Every mile in the saddle, even if I've traveled that same mile dozens of times before, seems somehow new - reborn to me. Maybe it's not about the destination, it's about the present moment - about the ride itself as it unfolds and, with it, my experience and my own 'present moment' gets unfolded along with the ride.
Somehow riding parallels life, and with every ride I get to see that more and more. It's starting to make sense to me.
You can choose never to go anywhere. You can be a passenger or a driver. You can be a driver or a rider. At each level, life takes on an intensity and the penalty for deciding poorly becomes all too clear. But so do the rewards.
Some folks accept going nowhere, being stuck or anchored down by the prison of their own mind. Some crave adventure but prefer to be passengers, living life in the back seat. Now both driver and passenger can be on the same open road. But really, the passenger is still only a passenger, being driven forward by the whims of others, unable to contribute meaningfully to either the process or the outcome.
What about the driver behind the wheel? Sure, the driver gets to decide a direction, but stays entirely removed from the experience. Now I'm not talking about the elite race car driver or track racer. I'm talking about the other 99.9% of humanity, motoring along in glass and steel cages. Like all the overpaid corporate middlemen of today or trust funders living matchbox lives on mountain tops, most stay stuck in their head, stuck experiencing life while fully removed from (and often afraid of) the realness of it all. They look in rear view mirrors to see who's behind them, in side view mirrors to determine the competition, and through a windshield wondering when it'll rain.

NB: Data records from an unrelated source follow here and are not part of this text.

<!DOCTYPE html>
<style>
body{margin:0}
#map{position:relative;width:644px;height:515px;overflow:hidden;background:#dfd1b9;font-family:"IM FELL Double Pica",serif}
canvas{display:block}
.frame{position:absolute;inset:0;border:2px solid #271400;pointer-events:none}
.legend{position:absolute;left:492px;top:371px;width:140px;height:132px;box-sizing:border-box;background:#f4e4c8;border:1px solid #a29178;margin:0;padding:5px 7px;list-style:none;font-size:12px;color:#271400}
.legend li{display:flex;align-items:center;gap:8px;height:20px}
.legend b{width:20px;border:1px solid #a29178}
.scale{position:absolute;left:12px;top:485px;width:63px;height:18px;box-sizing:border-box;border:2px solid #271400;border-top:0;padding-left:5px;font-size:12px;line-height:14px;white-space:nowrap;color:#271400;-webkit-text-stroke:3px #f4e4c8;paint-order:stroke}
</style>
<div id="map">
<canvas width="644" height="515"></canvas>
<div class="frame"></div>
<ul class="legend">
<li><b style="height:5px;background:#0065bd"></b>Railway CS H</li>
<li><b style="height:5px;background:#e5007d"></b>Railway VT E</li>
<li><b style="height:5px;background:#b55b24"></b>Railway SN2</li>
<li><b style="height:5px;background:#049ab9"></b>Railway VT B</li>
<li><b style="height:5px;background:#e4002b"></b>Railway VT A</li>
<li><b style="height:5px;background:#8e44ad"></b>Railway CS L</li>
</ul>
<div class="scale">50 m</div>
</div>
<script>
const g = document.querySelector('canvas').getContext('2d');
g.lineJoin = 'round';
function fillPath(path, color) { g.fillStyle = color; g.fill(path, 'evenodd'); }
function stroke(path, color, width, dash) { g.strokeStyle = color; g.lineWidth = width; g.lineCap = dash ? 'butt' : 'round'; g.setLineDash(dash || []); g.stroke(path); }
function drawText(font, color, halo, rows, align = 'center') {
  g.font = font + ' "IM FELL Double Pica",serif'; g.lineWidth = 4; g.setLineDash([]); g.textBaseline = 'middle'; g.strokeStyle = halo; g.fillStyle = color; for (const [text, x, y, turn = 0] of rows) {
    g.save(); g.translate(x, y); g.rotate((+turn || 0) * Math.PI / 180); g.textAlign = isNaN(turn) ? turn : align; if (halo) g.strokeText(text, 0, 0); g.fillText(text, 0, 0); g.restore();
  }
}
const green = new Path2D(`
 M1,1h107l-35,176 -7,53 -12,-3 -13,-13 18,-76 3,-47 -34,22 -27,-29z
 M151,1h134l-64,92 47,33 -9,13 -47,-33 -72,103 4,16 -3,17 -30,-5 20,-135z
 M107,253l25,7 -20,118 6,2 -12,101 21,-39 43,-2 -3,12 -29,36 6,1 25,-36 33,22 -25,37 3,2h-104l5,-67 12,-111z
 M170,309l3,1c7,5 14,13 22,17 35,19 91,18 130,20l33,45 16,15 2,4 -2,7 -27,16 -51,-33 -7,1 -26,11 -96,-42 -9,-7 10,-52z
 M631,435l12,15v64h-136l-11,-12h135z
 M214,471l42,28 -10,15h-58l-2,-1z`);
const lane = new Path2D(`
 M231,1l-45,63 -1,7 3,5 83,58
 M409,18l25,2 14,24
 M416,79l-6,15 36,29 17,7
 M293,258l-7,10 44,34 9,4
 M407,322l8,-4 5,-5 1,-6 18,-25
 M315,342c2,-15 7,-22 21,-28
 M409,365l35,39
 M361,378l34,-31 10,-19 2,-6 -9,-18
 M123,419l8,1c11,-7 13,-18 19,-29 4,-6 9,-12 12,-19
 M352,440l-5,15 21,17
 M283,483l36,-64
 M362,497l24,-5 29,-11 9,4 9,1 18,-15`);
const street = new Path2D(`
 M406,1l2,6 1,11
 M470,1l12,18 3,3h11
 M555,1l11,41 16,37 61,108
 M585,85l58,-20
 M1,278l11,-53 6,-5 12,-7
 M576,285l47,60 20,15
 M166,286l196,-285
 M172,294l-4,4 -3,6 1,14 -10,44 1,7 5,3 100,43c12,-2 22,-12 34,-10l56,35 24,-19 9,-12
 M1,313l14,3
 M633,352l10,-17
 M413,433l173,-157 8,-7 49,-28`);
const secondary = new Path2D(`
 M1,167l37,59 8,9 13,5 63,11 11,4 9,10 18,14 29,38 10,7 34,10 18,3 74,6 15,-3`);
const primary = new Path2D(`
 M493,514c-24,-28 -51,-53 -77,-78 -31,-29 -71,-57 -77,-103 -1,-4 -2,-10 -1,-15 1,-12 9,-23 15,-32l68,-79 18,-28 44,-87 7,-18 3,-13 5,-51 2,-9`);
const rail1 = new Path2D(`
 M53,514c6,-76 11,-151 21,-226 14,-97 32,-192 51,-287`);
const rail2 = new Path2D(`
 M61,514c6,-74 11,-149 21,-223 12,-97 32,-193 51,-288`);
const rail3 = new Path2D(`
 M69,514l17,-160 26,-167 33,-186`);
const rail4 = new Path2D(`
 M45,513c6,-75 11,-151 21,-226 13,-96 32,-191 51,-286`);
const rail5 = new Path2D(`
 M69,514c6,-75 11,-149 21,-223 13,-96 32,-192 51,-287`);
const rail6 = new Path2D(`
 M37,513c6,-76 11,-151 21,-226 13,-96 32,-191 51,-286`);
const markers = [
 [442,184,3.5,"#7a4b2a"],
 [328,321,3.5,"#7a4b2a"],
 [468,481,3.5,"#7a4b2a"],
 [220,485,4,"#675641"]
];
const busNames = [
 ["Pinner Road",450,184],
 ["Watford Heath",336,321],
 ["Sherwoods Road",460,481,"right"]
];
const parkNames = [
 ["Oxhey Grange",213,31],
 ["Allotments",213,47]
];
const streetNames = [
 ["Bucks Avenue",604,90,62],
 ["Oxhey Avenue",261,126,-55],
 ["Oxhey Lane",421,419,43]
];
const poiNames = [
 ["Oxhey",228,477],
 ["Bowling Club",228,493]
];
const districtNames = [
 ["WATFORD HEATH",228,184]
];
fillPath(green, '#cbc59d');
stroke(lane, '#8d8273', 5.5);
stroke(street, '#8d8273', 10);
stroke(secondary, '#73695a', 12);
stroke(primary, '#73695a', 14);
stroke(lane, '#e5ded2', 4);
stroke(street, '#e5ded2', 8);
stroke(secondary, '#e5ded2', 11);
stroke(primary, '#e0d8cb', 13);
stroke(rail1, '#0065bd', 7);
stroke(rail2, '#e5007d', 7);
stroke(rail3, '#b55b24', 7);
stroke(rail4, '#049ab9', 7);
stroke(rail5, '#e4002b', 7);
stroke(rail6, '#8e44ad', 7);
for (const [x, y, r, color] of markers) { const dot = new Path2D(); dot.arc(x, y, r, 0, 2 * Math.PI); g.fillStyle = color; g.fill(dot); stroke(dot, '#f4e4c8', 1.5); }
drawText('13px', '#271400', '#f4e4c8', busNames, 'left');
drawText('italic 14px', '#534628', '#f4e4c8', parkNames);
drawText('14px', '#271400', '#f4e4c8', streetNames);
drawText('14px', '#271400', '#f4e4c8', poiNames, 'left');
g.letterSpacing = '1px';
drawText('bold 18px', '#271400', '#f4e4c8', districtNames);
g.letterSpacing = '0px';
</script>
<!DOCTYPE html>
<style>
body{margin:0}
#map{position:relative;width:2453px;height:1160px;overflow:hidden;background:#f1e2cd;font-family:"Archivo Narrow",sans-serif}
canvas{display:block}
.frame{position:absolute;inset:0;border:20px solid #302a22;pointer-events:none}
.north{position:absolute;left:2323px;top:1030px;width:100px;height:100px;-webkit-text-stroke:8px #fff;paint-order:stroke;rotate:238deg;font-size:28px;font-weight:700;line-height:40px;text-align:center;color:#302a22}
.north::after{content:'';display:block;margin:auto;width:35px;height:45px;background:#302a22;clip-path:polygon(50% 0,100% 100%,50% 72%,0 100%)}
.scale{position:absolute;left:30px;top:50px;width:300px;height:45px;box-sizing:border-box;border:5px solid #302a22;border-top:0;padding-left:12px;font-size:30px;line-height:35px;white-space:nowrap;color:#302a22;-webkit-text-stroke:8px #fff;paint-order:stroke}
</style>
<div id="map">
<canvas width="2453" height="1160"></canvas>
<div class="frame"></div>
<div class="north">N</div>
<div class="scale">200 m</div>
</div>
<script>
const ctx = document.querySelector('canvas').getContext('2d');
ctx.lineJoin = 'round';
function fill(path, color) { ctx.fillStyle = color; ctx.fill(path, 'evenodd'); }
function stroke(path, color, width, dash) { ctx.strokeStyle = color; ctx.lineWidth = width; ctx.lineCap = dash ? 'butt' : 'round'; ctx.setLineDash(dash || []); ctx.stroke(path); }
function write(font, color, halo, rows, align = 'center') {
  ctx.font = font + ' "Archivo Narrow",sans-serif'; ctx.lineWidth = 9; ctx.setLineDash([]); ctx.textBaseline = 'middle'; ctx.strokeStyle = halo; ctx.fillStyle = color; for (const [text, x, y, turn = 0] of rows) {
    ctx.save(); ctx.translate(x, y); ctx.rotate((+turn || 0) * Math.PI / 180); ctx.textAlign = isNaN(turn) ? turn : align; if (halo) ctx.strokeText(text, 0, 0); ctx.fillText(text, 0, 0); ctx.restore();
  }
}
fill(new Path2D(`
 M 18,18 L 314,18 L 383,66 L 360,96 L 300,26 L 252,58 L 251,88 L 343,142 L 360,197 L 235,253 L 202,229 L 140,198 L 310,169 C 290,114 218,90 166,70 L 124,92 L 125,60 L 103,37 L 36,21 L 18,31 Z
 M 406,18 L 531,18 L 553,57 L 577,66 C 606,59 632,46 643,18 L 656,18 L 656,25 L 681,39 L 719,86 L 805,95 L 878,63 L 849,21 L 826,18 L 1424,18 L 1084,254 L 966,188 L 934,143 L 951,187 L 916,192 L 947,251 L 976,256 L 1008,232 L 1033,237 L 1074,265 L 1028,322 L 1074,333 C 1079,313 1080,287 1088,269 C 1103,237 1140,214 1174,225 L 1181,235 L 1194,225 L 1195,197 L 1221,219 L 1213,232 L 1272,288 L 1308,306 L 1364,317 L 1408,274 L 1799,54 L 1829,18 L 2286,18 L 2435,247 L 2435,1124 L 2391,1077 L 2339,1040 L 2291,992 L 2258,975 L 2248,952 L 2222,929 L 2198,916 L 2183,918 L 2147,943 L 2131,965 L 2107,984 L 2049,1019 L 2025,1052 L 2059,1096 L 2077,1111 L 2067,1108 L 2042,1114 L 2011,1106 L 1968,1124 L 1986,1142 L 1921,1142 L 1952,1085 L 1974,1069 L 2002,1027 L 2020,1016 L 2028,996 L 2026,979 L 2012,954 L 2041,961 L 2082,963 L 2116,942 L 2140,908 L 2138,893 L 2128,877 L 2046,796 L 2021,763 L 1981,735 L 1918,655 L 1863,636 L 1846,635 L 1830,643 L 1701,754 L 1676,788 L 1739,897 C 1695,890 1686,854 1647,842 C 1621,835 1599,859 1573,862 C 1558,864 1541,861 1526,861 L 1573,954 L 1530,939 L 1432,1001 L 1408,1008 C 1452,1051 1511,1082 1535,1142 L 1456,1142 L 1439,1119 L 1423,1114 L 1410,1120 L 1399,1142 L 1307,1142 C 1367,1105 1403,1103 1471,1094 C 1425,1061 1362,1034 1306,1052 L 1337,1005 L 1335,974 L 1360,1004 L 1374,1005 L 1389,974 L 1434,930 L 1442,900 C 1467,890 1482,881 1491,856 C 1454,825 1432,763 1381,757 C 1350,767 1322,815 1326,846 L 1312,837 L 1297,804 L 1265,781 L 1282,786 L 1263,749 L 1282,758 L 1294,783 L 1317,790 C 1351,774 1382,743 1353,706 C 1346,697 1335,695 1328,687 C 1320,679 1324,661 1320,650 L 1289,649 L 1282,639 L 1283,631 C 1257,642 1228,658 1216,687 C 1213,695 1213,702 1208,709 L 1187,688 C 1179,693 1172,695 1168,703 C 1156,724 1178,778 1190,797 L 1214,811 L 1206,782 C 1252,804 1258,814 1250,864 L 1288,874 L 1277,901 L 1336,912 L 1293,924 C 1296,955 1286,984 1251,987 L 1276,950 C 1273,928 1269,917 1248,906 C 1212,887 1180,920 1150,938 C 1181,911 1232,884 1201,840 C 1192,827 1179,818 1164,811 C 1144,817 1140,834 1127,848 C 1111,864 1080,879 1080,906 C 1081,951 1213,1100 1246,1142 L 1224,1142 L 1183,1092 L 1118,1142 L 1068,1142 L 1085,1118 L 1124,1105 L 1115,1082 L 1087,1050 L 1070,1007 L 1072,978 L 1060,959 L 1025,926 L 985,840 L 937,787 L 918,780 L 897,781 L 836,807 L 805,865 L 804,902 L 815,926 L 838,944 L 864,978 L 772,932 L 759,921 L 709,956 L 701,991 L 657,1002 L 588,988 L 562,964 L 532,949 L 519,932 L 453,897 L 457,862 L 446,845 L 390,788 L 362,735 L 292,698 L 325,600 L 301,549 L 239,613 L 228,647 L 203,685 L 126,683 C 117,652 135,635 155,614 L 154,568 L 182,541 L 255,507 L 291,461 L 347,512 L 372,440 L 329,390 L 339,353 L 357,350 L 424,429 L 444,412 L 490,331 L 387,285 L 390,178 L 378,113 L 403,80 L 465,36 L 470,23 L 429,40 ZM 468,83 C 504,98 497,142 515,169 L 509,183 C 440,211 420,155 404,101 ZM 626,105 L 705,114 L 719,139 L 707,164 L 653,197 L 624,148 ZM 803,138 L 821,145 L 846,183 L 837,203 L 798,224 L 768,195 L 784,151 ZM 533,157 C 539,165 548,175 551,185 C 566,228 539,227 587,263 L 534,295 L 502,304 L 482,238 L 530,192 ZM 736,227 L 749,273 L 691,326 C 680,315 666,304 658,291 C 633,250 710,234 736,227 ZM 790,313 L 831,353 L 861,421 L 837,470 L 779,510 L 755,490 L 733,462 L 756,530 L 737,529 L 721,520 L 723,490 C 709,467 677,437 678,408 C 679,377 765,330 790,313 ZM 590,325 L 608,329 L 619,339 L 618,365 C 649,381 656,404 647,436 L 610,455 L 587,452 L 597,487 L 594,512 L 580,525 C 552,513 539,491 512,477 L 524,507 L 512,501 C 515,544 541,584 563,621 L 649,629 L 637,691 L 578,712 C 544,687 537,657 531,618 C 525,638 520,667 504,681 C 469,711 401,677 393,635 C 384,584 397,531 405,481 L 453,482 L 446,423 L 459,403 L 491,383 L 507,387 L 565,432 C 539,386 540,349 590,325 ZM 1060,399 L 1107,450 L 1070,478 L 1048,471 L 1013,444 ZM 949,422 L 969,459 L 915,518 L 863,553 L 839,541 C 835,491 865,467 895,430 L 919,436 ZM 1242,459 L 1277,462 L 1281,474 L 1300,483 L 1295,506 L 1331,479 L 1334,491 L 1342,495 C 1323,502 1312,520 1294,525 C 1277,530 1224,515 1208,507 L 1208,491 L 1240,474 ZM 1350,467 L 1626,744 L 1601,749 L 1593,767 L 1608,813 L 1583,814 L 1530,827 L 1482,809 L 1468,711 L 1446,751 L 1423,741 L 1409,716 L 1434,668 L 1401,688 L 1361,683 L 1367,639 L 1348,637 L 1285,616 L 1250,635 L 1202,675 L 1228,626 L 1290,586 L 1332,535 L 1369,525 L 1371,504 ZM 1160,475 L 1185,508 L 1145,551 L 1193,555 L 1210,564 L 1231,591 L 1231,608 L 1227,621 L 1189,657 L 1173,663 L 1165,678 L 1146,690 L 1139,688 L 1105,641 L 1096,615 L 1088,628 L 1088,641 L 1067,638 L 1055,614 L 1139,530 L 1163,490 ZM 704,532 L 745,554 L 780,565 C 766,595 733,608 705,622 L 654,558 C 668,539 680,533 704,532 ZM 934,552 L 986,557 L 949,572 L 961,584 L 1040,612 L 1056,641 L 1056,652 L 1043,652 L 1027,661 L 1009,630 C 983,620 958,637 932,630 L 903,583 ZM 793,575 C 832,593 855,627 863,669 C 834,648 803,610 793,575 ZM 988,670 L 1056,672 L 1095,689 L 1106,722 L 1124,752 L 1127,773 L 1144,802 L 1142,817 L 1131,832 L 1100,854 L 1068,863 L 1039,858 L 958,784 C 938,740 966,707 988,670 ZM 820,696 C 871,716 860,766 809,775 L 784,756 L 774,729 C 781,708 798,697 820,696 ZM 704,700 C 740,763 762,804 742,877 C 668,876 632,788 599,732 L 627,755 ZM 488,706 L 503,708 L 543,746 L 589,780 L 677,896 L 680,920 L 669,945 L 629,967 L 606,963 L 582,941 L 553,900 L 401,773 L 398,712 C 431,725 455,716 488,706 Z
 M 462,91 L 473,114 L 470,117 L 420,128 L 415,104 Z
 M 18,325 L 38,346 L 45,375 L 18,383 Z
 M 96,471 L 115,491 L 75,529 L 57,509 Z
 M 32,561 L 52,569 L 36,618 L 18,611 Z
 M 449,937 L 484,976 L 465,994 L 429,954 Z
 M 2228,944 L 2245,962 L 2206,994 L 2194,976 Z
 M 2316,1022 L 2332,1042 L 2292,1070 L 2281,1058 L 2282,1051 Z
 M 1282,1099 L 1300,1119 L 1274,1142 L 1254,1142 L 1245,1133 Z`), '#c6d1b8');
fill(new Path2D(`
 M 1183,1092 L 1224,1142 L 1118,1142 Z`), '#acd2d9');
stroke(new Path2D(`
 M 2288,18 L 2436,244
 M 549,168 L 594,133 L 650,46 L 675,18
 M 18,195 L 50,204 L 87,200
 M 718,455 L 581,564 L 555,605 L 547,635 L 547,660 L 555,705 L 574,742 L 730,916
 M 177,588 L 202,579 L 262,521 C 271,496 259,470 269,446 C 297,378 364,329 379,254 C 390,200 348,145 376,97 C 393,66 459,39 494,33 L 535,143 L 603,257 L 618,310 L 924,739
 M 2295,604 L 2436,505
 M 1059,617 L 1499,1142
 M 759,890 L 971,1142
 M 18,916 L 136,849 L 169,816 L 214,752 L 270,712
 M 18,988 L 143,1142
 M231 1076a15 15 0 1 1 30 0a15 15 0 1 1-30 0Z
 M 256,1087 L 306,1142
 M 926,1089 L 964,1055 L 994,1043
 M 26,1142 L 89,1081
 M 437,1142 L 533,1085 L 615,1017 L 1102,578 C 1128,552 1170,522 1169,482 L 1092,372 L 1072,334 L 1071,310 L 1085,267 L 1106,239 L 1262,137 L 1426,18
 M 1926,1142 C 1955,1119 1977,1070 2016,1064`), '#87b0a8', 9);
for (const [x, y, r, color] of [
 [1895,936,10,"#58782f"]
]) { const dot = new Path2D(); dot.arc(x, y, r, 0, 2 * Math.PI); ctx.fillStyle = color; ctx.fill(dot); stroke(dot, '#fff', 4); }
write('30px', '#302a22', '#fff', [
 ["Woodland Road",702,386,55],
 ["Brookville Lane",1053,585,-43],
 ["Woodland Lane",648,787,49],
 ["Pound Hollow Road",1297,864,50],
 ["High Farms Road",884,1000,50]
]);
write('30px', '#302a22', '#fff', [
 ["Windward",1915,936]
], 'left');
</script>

Only the rider has both a say in where the open road takes them *and* is fully alive along the way, saturated by the experience in all its richness. Riding is independence and freedom embodied by an activity that empowers the will and liberates the mind.
Riding is not about the pursuit of happiness - it *is* happiness.
That's the difference. That's living. And that's also a lesson on how to live, regardless if you own a bike or not.